SCOTTISH AUTHOR Alison Louise (A.L.) Kennedy has published more than a dozen story collections and novels. She is also a columnist, a stand-up comic, a writer of radio drama, and a teacher of creative writing. Whatever the medium, her work is immediately recognizable for its dark humor, both sharply mordant and profoundly compassionate.

Kennedy’s fiction favors characters in difficult times, deceived and deceiving, self-seeking, self-deluded, self-destructive, entirely complicit in their own suffering — yet somehow also, in their brokenness, entirely sympathetic. Fellow Scot Ali Smith once described Kennedy as “the laureate of good hurt.”

Her recent collection, All the Rage, is a book of 12 love stories for grown-ups. With an unerring, unflinching sense of detail, Kennedy depicts intensely awkward, intimate moments: disposing of a condom, an inappropriate touch on a first date in middle age, an interaction with an overenthusiastic salesperson in a sex toy shop. But the quirks and ticks, the private pain and shame of her characters, are treated as ordinary, and in this way Kennedy’s portraits are both revelation and benediction — to be deeply flawed, these stories suggest, is to be deeply human.


Claire Cameron: You have a wonderful way of connecting the mundane with the profound — how a first kiss can completely transform the most banal of objects or moments into something intimate and strangely beautiful.

A.L. Kennedy: I think the job of writing, or art in general, would certainly be to at least try to do that. And I think being in love heightens your awareness — or can — and so everything takes on more significance. And certainly the object of one’s affection becomes entirely un-mundane, even if everyone else can’t quite see what you’re making a fuss about.

To me, these are love stories precisely because they emphasize humanity over perfection, or real love over the idea of true love.

I did want to try and look at real love, or adult love, or middle-aged love, perhaps — a state of being not unaware that people aren’t perfect. But you make a decision to act as if they were, or could be, and allow yourself to be open to the way that they are perfectly themselves. I think if you love someone fully then that’s what you are appreciating — that they are themselves. And you want them to be safely and happily more of the same.

Many of these stories made me laugh out loud. How does humor fit into your take on relationships?

My mum always used to say, “Marry someone who makes you laugh.” And that has been her only real relationship advice. I don’t think it’s necessary to say much more, in fact. If that bit works and is based on truth, rather than the kind of humor that avoids the truth, then you’ll be okay in the end. If everything is terribly serious then you get Strindberg, or Fifty Shades of Grey. Love is absurd, people are absurd, sex is completely absurd — but if you can accept that, have a laugh and move on, then all is well.

How did you write the stories in All the Rage — as a whole, or did you gather them into a collection later?
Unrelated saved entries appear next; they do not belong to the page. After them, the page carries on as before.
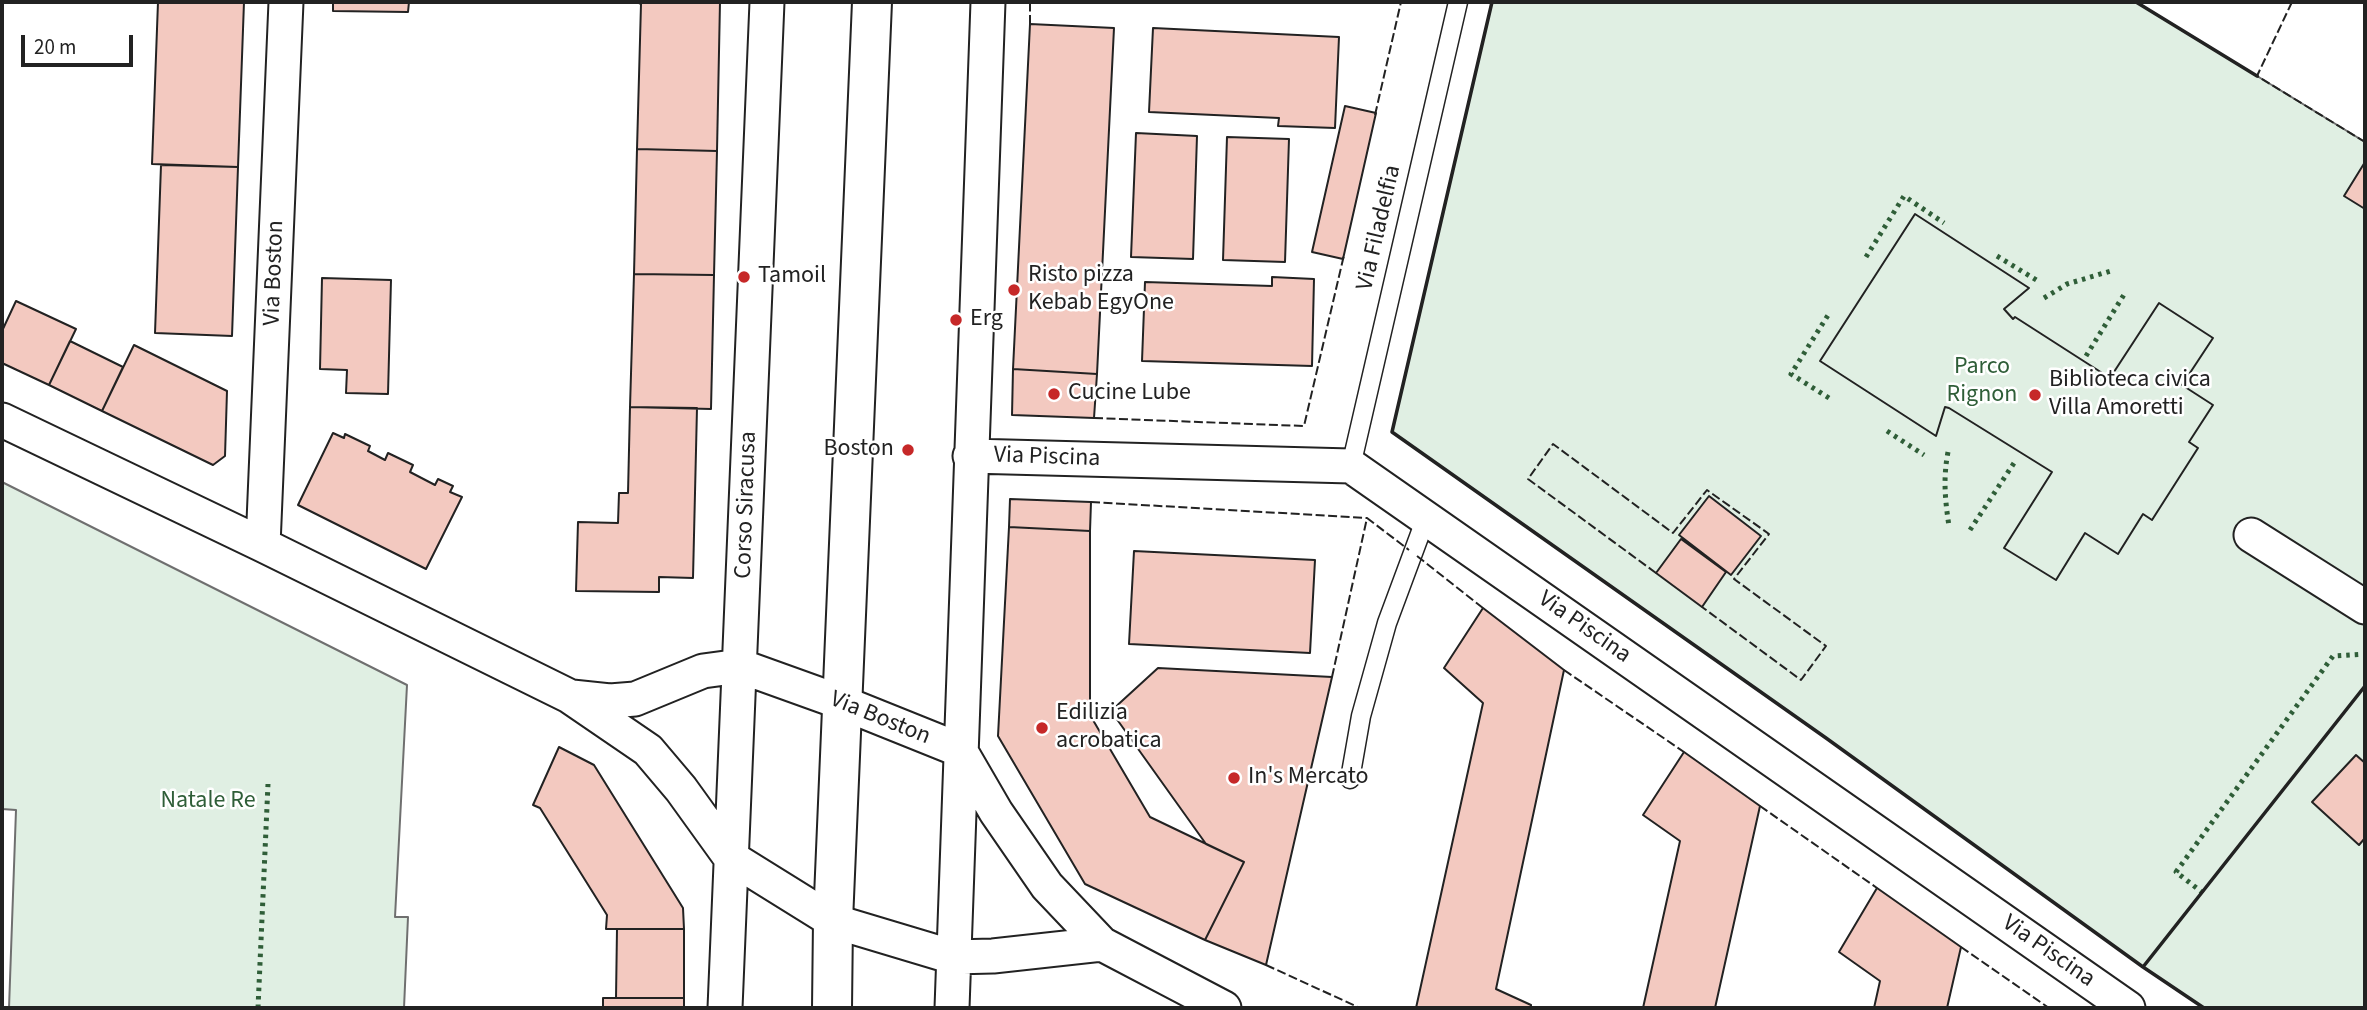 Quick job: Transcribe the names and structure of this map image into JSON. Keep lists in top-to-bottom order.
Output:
{
  "streets": {
    "street": ["Via Boston", "Via Piscina", "Corso Siracusa"],
    "lane": ["Via Filadelfia"]
  },
  "crossings": [
    ["Via Filadelfia", "Via Piscina"],
    ["Via Boston", "Corso Siracusa"]
  ],
  "parks": ["Parco Rignon", "Natale Re"],
  "places": [
    "Tamoil",
    "Risto pizza Kebab EgyOne",
    "Erg",
    "Cucine Lube",
    "Biblioteca civica Villa Amoretti",
    "Boston",
    "Edilizia acrobatica",
    "In's Mercato"
  ],
  "scale_bar": "20 m"
}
I had four or five stories that had been commissioned or appeared for this or that reason, and then I did what I normally do — which was to look at them and see what kind of collection they suggested. That gave me an area to try to explore with some kind of thoroughness. In the end it’s probably a little like putting together an album.

In your mind, what relationship do the stories have with each other?

I hope it’s not too tight a relationship. Really, it was just that they should all be about types of love and cover the ground as far as age and gender and tone would go. I would want each story to be as different as possible within a context that keeps everything much the same — which seems a losing battle, but one has to try…

Is there a difference in how you approach stories versus a novel?

Stories are short — it’s sort of that simple. You have very little time and space to establish everything, so the stakes are much higher. You have to pick the right moment, everything has to earn its place in the prose; it’s more testing than a novel in some ways. Equally, it doesn’t take as long. Which is a blessing.

Do you prefer writing one form over the other?

When you’re writing, you’re just writing. You’re providing a story, usually about people who do things and think things and meet each other. The form is part of the story’s expression. If it’s on a small scale, it will be short. Although even that isn’t always true on certain levels. I’ve written short stories that cover years, and I’m currently working on a novel that covers 24 hours. […] Definitions of form are there to keep academics and critics happy. They don’t help writers all that much, beyond stating the obvious — “That thing you wrote was short.” “Yes, it was.” Unless you’re saying, “Too short.” Then you’re making someone aware of a problem. If there’s no problem, hopefully the reader is thinking, “Wow.” Rather than, “She’s giving me 3,200 words worth of wow.”

To me, point of view is an important part of your fiction. I specifically think of Hannah in Paradise or Alfie in Day, and also the varied points of view in The Blue Book.

Point of view, I think, is the key to making most forms work. If a movie doesn’t work, it tends to have failed because it didn’t cut and edit and shoot for point of view — the same with radio, with painting, with art in general. It will always be there consciously or unconsciously — but if it’s there unconsciously, it gets feral and doesn’t serve your work.

In All the Rage, you set stories in the third person, in the first person, and in the second person. Do you approach each story with a clear idea about the point of view you will use?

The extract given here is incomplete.